The question is: Will the market reward sheer size, or will clinical utility and measurable outcomes prove to be the real drivers of value?

To sum it up:

“The market is rewarding not just innovation, but sustainability.”

Rock Health Summit 2025 session
Picture courtesy: Rock Health on LinkedIn

Accelerating progress in women’s health

The “Leading with Purpose” session, featuring Adrianna Samaniego (Cherryrock Capital), Frederique Dame (GV), Jessica Horwitz, MSN FNP-C (Tia Health), and Adrianne Nickerson (Oula), made a powerful case for redesigning women’s healthcare.

Here are their insights:

1. Close the research gap.

The panel highlighted how women are still often treated using protocols based on research done on men. They identified the lack of research into women-specific conditions as both a massive unmet need and a major opportunity for innovation.

2. Redesign care for the family’s CEO.

As Dame put it, “women are the Chief Medical Officers of their households.” Systems need a redesign to meet them where they are. Through virtual care, flexible hours, and family-centered design, care coordination can become less of a burden.

3. Let patients define “better.”

Proving a care model works can’t rely on clinical data alone. They don’t tell the whole story. “Ask women what ‘better’ means to them,” said Nickerson, “and build from there.”

Leading with purpose session at Rock Health Summit 2025
Picture courtesy: Rock Health on LinkedIn

AI’s new role: From hype to healing

Few topics generated as much buzz as the “AI State of Play” session, featuring Steven Lin (Stanford) and Shweta Maniar (Google), which explored how AI is reshaping care from the system to the patient.

Two key debates stole the spotlight:

1. Protecting the “art” of medicine.

A major concern is that medical students’ reliance on AI tools could “hollow out the very judgment and diagnostic instincts” of the next generation of doctors.

The panel focused on how to preserve the essential human art of medicine in an AI-driven era. And how to balance efficiency with empathy.
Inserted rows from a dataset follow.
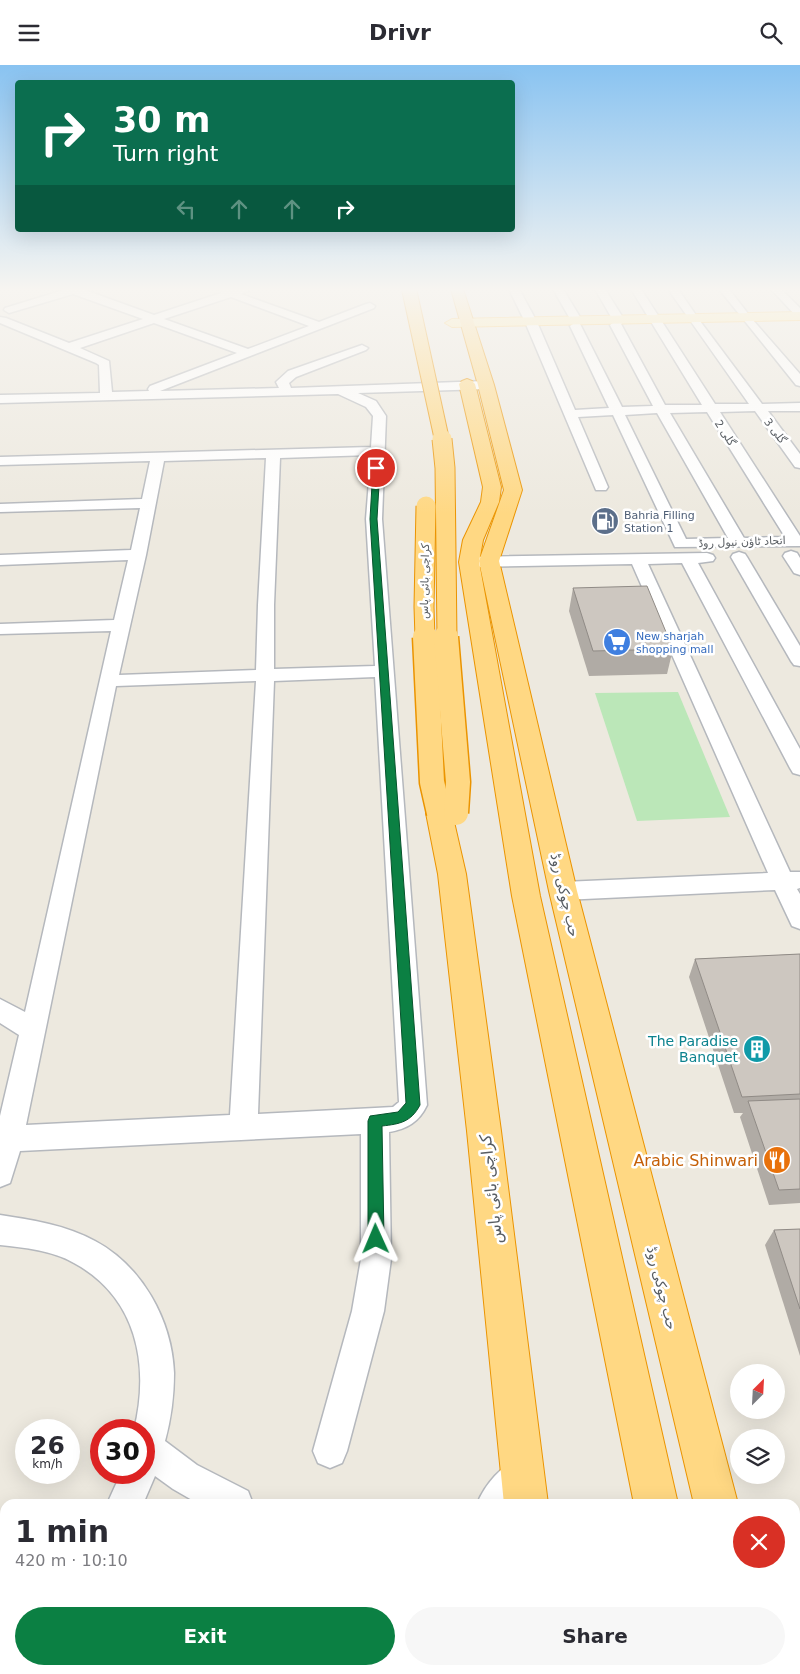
<!DOCTYPE html>
<meta charset="utf-8">
<style>
:root{--surface:#fff;--page:#f7f7f7;--text:#2b2b33;--muted:#7c7c81;--accent:#0b8043}
body{margin:0;font-family:"DejaVu Sans","Noto Sans Arabic",sans-serif;background:var(--page);color:var(--text);height:100vh;display:flex;flex-direction:column;font-size:19px;white-space:nowrap}
*{box-sizing:border-box;margin:0}
p{font-size:16px;color:var(--muted)}
.icon{flex:none;width:28px;height:28px;fill:none;stroke:currentColor;stroke-width:2;stroke-linecap:round;stroke-linejoin:round}
.map{position:relative;flex:1;overflow:hidden}
.drawer{position:absolute;left:0px;top:1434px;width:800px;height:176px;display:flex;flex-direction:column;background:var(--surface);border-radius:15px 15px 0 0;box-shadow:0 5px 20px #0002}
.drawer>*{flex:none}
.top-card{position:absolute;left:15px;top:15px;width:500px;height:152px;border-radius:5px;box-shadow:0 5px 20px #0002;background:#0b6e4f;color:#fff;overflow:hidden}
.needle{width:32px;rotate:24deg}
.tools{position:absolute;left:730px;top:1299px;display:grid;gap:10px}
.tools a{display:grid;place-items:center;width:55px;height:55px;border-radius:50%;background:var(--surface);box-shadow:0 5px 20px #0002;font-size:25px}
.speed{position:absolute;left:15px;top:1354px;display:flex;gap:10px;font-size:25px;font-weight:700;text-align:center}
.speed>*{display:grid;place-content:center;width:65px;height:65px;border-radius:50%;background:var(--surface);box-shadow:0 5px 20px #0002;line-height:1}
.speed small{font-size:12px;font-weight:400}
.speed .limit{border:8px solid #d22;background:#fff;color:#111}
.pin{position:absolute;display:grid;place-items:center;width:42px;height:42px;color:#fff;margin:-21px;border:2px solid #fff;border-radius:50%;box-shadow:0 1px 5px #0007}
.me{position:absolute;width:55px;margin:-28px;rotate:359deg;stroke-linejoin:round;filter:drop-shadow(0 0 4px #0008)}
.turn{display:flex;align-items:center;gap:18px;height:105px;padding:0 15px;font-size:22px}
.turn .icon{width:65px;height:65px;stroke-width:2.5}
.turn b{display:block;font-size:35px;line-height:42px}
.lanes{display:flex;align-items:center;height:48px;padding:0 15px;background:#0003;justify-content:center;gap:25px;direction:ltr}
.lanes .off{opacity:.35}
.round{display:grid;place-items:center;flex:none;width:52px;height:52px;border-radius:26px;background:var(--page)}
.overview{display:flex;align-items:center;justify-content:space-between;height:85px;padding:0 15px}
h1{font-size:30px;font-weight:700;line-height:38px}
.action{display:flex;gap:10px;margin-top:auto;padding:10px 15px}
.action a{flex:1;height:58px;border-radius:30px;background:var(--accent);color:#fff;font-size:20px;font-weight:700;line-height:58px;text-align:center}
.action a+a{background:var(--page);color:var(--text)}
header{display:flex;justify-content:space-between;align-items:center;height:65px;padding:0 15px;background:var(--surface);font-size:22px;font-weight:700}
.map>svg:first-child{display:block}
.green{fill:#bbe7b8}
.lines{fill:none;stroke-linecap:round;stroke-linejoin:round}
.minor-casing{stroke:#b5b8bd;stroke-width:3}
.major-casing{stroke:#fec047;stroke-width:2}
.highway-casing{stroke:#eb9400;stroke-width:2}
.minor{fill:#fff;fill-rule:evenodd}
.major{fill:#ffeaa1;fill-rule:evenodd}
.highway{fill:#ffd883;fill-rule:evenodd}
.highway-bridge-far2-casing{stroke:#eb9400;stroke-width:16;stroke-linecap:butt}
.highway-bridge-far1-casing{stroke:#eb9400;stroke-width:21;stroke-linecap:butt}
.highway-bridge-casing{stroke:#eb9400;stroke-width:27;stroke-linecap:butt}
.highway-bridge-far2{stroke:#ffd883;stroke-width:14}
.highway-bridge-far1{stroke:#ffd883;stroke-width:19}
.highway-bridge{stroke:#ffd883;stroke-width:24}
.wall{fill:#b0aba5}
.building{fill:#cdc7c0;stroke:#908b86}
.route{fill:#0b8043;stroke:#07532c}
.labels{text-anchor:middle;dominant-baseline:central;stroke-width:5;stroke-linejoin:round;paint-order:stroke}
.far-street-label{font-size:11px;fill:#585d62;stroke:#fff}
.far-service-label{font-size:11px;fill:#4e5e75;stroke:#fff;text-anchor:start}
.far-shop-label{font-size:11px;fill:#366cbe;stroke:#fff;text-anchor:start}
.street-label{font-size:14px;fill:#585d62;stroke:#fff}
.culture-label{font-size:14px;fill:#0d838f;stroke:#fff;text-anchor:end}
.near-food-label{font-size:16px;fill:#c56008;stroke:#fff;text-anchor:end}
.near-street-label{font-size:16px;fill:#585d62;stroke:#fff}
</style>
<header><svg class="icon" aria-label="menu" viewBox="0 0 24 24"><path d="M4 6h16M4 12h16M4 18h16"/></svg>Drivr<svg class="icon" aria-label="search" viewBox="0 0 24 24"><circle cx="10" cy="10" r="6"/><path d="M15 15l6 6"/></svg></header>
<div class="map">
<svg width="800" height="1609" viewBox="0 0 800 1609">
<rect width="100%" height="100%" fill="#ede9df"/>
<polygon class="green" points="678,627 730,752 637,756 595,628"/>
<g class="lines">
<g class="minor-casing">
<g id="minor">
<path d="M67,224h15l72,26 67,-22 -2,-2 2,-2h28l-1,2 -7,3 78,28 47,-18 4,-1 5,3 -1,2 -214,83 119,-3 -3,-6 12,-11 74,-26 6,3 -2,2 -70,27 -7,6 2,5 195,-7 6,4 -6,4 -128,4 18,8 10,15 -4,103 45,586c-8,17 -20,24 -38,27l2,127 -7,52 -37,140 -5,12 -12,5 -12,-5 -5,-12 39,-140 9,-52v-125l-341,17 -10,32 -10,4v-71l19,-81 -19,-12v-24l25,13 86,-381 -111,3v-10l114,-4 14,-60 -128,5v-10l131,-5 9,-42 -140,4v-8l142,-5 8,-38 -150,4v-8l371,-10 2,-31 -7,-9 -28,-13 -338,9v-8l100,-2 -1,-28 -3,-2 -96,-40v-6l6,1 63,25 74,-24 -70,-25 -64,19 -5,-3 1,-2zM231,232l78,29 -61,23 -84,-30zM154,258l83,30 -87,33 -2,3 1,2 -37,1 -3,-31 -29,-13zM371,390l-5,64 9,147 -101,3v-64l6,-147zM266,393l-8,147 -2,65 -137,5 27,-120 18,-94zM375,612l24,425 -6,5 -18,1 -117,6 16,-433zM256,616l-26,434 -204,10 90,-439z"/>
<path d="M509,224h10l18,33 38,88 34,-2 -39,-82 3,-2 -20,-35h10l20,33 -3,2 42,83 31,-1 -43,-81 4,-3 -19,-33h10l20,32 -4,3 44,81h37l-71,-116h10l74,115h34l-81,-115h10l22,32 62,83 38,-1v8h-32l32,43v14l-5,-1 -40,-56 -35,1 80,124v10l-125,1 -62,-132 -35,2 30,70 -2,3h-10l-71,-168zM707,347l78,125 -41,1 -74,-125zM657,348l71,125 -42,1 -61,-124z"/>
<polygon points="719,224 729,224 752,254 800,309 800,321 796,320"/>
<polygon points="771,224 781,224 800,243 800,252 796,251"/>
<polygon points="791,486 797,488 800,493 800,510 794,508 783,491 785,488"/>
<polygon points="739,487 745,489 747,492 800,581 800,601 794,600 791,596 731,492 733,489"/>
<polygon points="707,488 713,490 715,493 713,496 698,498 800,684 800,710 793,708 790,703 682,498 648,499 790,807 800,807 800,823 797,824 800,829 800,864 792,861 775,825 563,835 555,832 552,826 555,820 563,817 768,808 632,499 469,502 463,500 461,497 463,494 469,492"/>
<path d="M0,1150c33,5 66,10 95,26 47,25 77,79 79,132 0,23 -3,46 -9,68l32,24 51,26 5,13h-54l-26,-15 -18,-13 -12,28h-36l14,-31h23v-43h-10c16,-65 3,-133 -60,-167 -22,-13 -49,-15 -74,-18z"/>
<path d="M522,1391l12,6 6,12 -6,12 -15,18h-42c8,-20 25,-39 45,-48z"/>
<polygon points="5,1553 5,1592 0,1594 0,1555"/>
<polygon points="297,1605 344,1605 346,1609 299,1609"/>
</g>
</g>
<g class="major-casing">
<polygon id="major" points="800,247 800,255 452,262 445,258 452,254"/>
</g>
<g class="highway-casing">
<g id="highway">
<polygon points="451,224 463,224 494,320 522,425 499,496 577,826 738,1439 694,1439 549,826 479,496 504,425 478,320"/>
<polygon points="467,314 472,316 475,319 501,422 499,437 483,475 479,497 540,831 678,1439 634,1439 512,831 459,497 463,475 481,437 483,422 459,319 462,316"/>
<polygon points="439,739 448,742 452,748 466,809 501,1066 548,1439 504,1439 467,1066 438,809 426,748 430,742"/>
<polygon points="520,1605 568,1605 569,1609 521,1609"/>
<polygon points="668,1605 716,1605 717,1609 669,1609"/>
<polygon points="733,1605 781,1605 782,1609 734,1609"/>
</g>
</g>
<use href="#minor" class="minor"/>
<use href="#major" class="major"/>
<use href="#highway" class="highway"/>
<g class="highway-bridge-far2-casing">
<polyline id="highway-bridge-far2" points="409,224 442,375"/>
</g>
<g class="highway-bridge-far1-casing">
<g id="highway-bridge-far1">
<polyline points="442,374 445,403 447,573"/>
<polyline points="425,573 424,542 426,441"/>
</g>
</g>
<g class="highway-bridge-casing">
<g id="highway-bridge">
<polyline points="425,572 432,717 439,748"/>
<polyline points="446,572 458,717 456,748"/>
</g>
</g>
<use href="#highway-bridge-far2" class="highway-bridge-far2"/>
<use href="#highway-bridge-far1" class="highway-bridge-far1"/>
<use href="#highway-bridge" class="highway-bridge"/>
</g>
<g class="wall">
<polygon points="573,523 673,584 667,609 589,611 569,546"/>
<polygon points="800,889 800,1138 769,1140 740,1052 743,1048 734,1048 689,912 695,894"/>
<polygon points="800,1164 800,1291 765,1180 774,1165"/>
</g>
<g class="building">
<polygon points="647,521 673,584 593,586 573,523"/>
<polygon points="800,889 800,1029 742,1032 695,894"/>
<polygon points="800,1034 800,1124 779,1125 748,1036"/>
<polygon points="800,1164 800,1244 774,1165"/>
</g>
<linearGradient id="sky" x2="0" y2="1"><stop stop-color="#89c3f1"/><stop offset="0.5" stop-color="#f7f5f1"/><stop offset="1" stop-color="#f7f5f1" stop-opacity="0"/></linearGradient>
<rect width="800" height="449" fill="url(#sky)"/>
<path class="route" d="M376,401l4,2 -3,51 43,586c-9,17 -20,19 -38,21l2,113 -2,5 -6,2 -5,-2 -3,-5v-118l2,-5 28,-4 8,-9 -36,-584 3,-51z"/>
<defs>
<g id="fuel-disc" transform="scale(1.4375)"><circle r="9.5" fill="#5c6f8a" stroke="#fff"/><path d="M-5.5-6h7V0h2V4h1.3V-2.5L3-4.5l.8-.8L6-3V5H2.5V1h-1V6h-7ZM-4.2-4.7v3.2H.2V-4.7Z" fill="#fff"/></g>
<g id="supermarket-disc" transform="scale(1.4375)"><circle r="9.5" fill="#3f7fe0" stroke="#fff"/><path d="M-6-5.5h2.5l.6 2H6L4.5 2H-2.5L-4.4-4H-6ZM-1.5 3.2a1.3 1.3 0 1 0 .1 0ZM3 3.2a1.3 1.3 0 1 0 .1 0Z" fill="#fff"/></g>
<g id="building-disc" transform="scale(1.4375)"><circle r="9.5" fill="#0f9aa8" stroke="#fff"/><path d="M-4-6H4V6H1V3H-1V6H-4ZM-2.5-4.3h1.7v1.8h-1.7ZM.8-4.3h1.7v1.8H.8ZM-2.5-1h1.7V.8h-1.7ZM.8-1h1.7V.8H.8Z" fill="#fff"/></g>
<g id="restaurant-disc" transform="scale(1.4375)"><circle r="9.5" fill="#e8710a" stroke="#fff"/><path d="M-5-6h1v4h1v-4h1v4h1v-4h1v5L-1.5 .5V6h-2V.5L-5-1ZM5-6V6H3V1.5H1.5Q1.5-4 5-6Z" fill="#fff"/></g>
</defs>
<g fill-rule="evenodd">
<use href="#fuel-disc" x="605" y="456"/>
<use href="#supermarket-disc" x="617" y="577"/>
<use href="#building-disc" x="757" y="984"/>
<use href="#restaurant-disc" x="777" y="1095"/>
</g>
<g class="labels">
<g class="far-street-label">
<text transform="translate(775 366) rotate(53)">گلی 3</text>
<text transform="translate(725 368) rotate(57)">گلی 2</text>
<text transform="translate(742 477) rotate(-2)">اتحاد ٹاؤن نیول روڈ</text>
<text transform="translate(425 516) rotate(-89)">کراچی بائی پاس</text>
</g>
<g class="far-service-label">
<text x="624" y="450">Bahria Filling<tspan x="624" dy="13">Station 1</tspan></text>
</g>
<g class="far-shop-label">
<text x="636" y="571">New sharjah<tspan x="636" dy="13">shopping mall</tspan></text>
</g>
<g class="street-label">
<text transform="translate(565 830) rotate(77)">حب چوکی روڈ</text>
<text transform="translate(662 1223) rotate(76)">حب چوکی روڈ</text>
</g>
<g class="culture-label">
<text x="738" y="976">The Paradise<tspan x="738" dy="16">Banquet</tspan></text>
</g>
<g class="near-food-label">
<text x="758" y="1095">Arabic Shinwari</text>
</g>
<g class="near-street-label">
<text transform="translate(491 1124) rotate(-96)">کراچی بائی پاس</text>
</g>
</g>
</svg>
<div class="tools">
<a><svg class="needle" viewBox="-14 -14 28 28"><path d="M0-13l5 13h-10z" fill="#e53935"/><path d="M0 13l5-13h-10z" fill="#7c7c81"/></svg></a>
<a><svg class="icon" aria-label="layers" viewBox="0 0 24 24"><path d="M12 4l9 5-9 5-9-5zM3 14l9 5 9-5"/></svg></a>
</div>
<div class="speed"><div>26<small>km/h</small></div><div class="limit">30</div></div>
<div class="pin" style="left:376px;top:403px;background:#d93025"><svg class="icon" aria-label="arrive" viewBox="0 0 24 24"><path d="M6 21V4h12l-3 4 3 4H6"/></svg></div>
<svg class="me" style="left:376px;top:1174px" viewBox="-20 -20 40 40"><path d="M0-17L14 15 0 8-14 15z" fill="#0b8043" stroke="#fff" stroke-width="4"/></svg>
<div class="top-card">
<div class="turn"><svg class="icon" aria-label="right" viewBox="0 0 24 24"><path d="M7 20v-9h11M14 6l5 5-5 5"/></svg><div><b>30 m</b>Turn right</div></div>
<div class="lanes"><svg class="icon off" aria-label="left" viewBox="0 0 24 24"><path d="M17 20v-9H6M10 6l-5 5 5 5"/></svg><svg class="icon off" aria-label="ahead" viewBox="0 0 24 24"><path d="M12 20V5M6 11l6-6 6 6"/></svg><svg class="icon off" aria-label="ahead" viewBox="0 0 24 24"><path d="M12 20V5M6 11l6-6 6 6"/></svg><svg class="icon" aria-label="right" viewBox="0 0 24 24"><path d="M7 20v-9h11M14 6l5 5-5 5"/></svg></div>
</div>
<section class="drawer">
<div class="overview"><div><h1>1 min</h1><p>420 m · 10:10</p></div><a class="round" style="background:#d93025;color:#fff"><svg class="icon" aria-label="close" viewBox="0 0 24 24"><path d="M6 6l12 12M18 6L6 18"/></svg></a></div>
<div class="action"><a>Exit</a><a>Share</a></div>
</section>
</div>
2. The rise of the AI-powered patient.

Patients are arriving at clinics already “pre-diagnosed” by chatbots and symptom checkers. The new question for clinicians is how to build trust when your patient’s first consultation was with an algorithm. 

This shift means providers must develop new strategies to build trust and effectively guide care procedures.

Rock Health Top 50 in Digital Health: Honouring the changemakers

The summit also celebrated this year’s Rock Health Top 50 in digital health, spotlighting leaders who are redefining what healthcare can be.

Rock Health Top 50 in Digital Health 2025 honourees
Rock Health Top 50 in Digital Health 2025 honourees

The honorees included:

  • Icons driving the industry forward: Tom Hale (ŌURA), Sami Inkinen (Virta Health), Sheila Lirio Marcelo (Ohai.ai), and Lee Shapiro (7wireVentures).
  • System Disruptors breaking the mold: Zachary Clark (Uber Health), Michelle Davey (Wheel), and Adrianne Nickerson (Oula).
  • Equity Advocates championing inclusive care: Anna De Paula Hanika (Uno Health) and Maya Hardigan (Mae).
  • And many others!

Parting words

If one message echoed through every session, it was this:

Digital health’s “move fast” era is over. The “prove it” era has begun.

The future will belong to those who can blend AI with empathy, profitability with purpose, and innovation with integrity.

“The talk is over. The resolve is clear. It’s time to execute or exit.”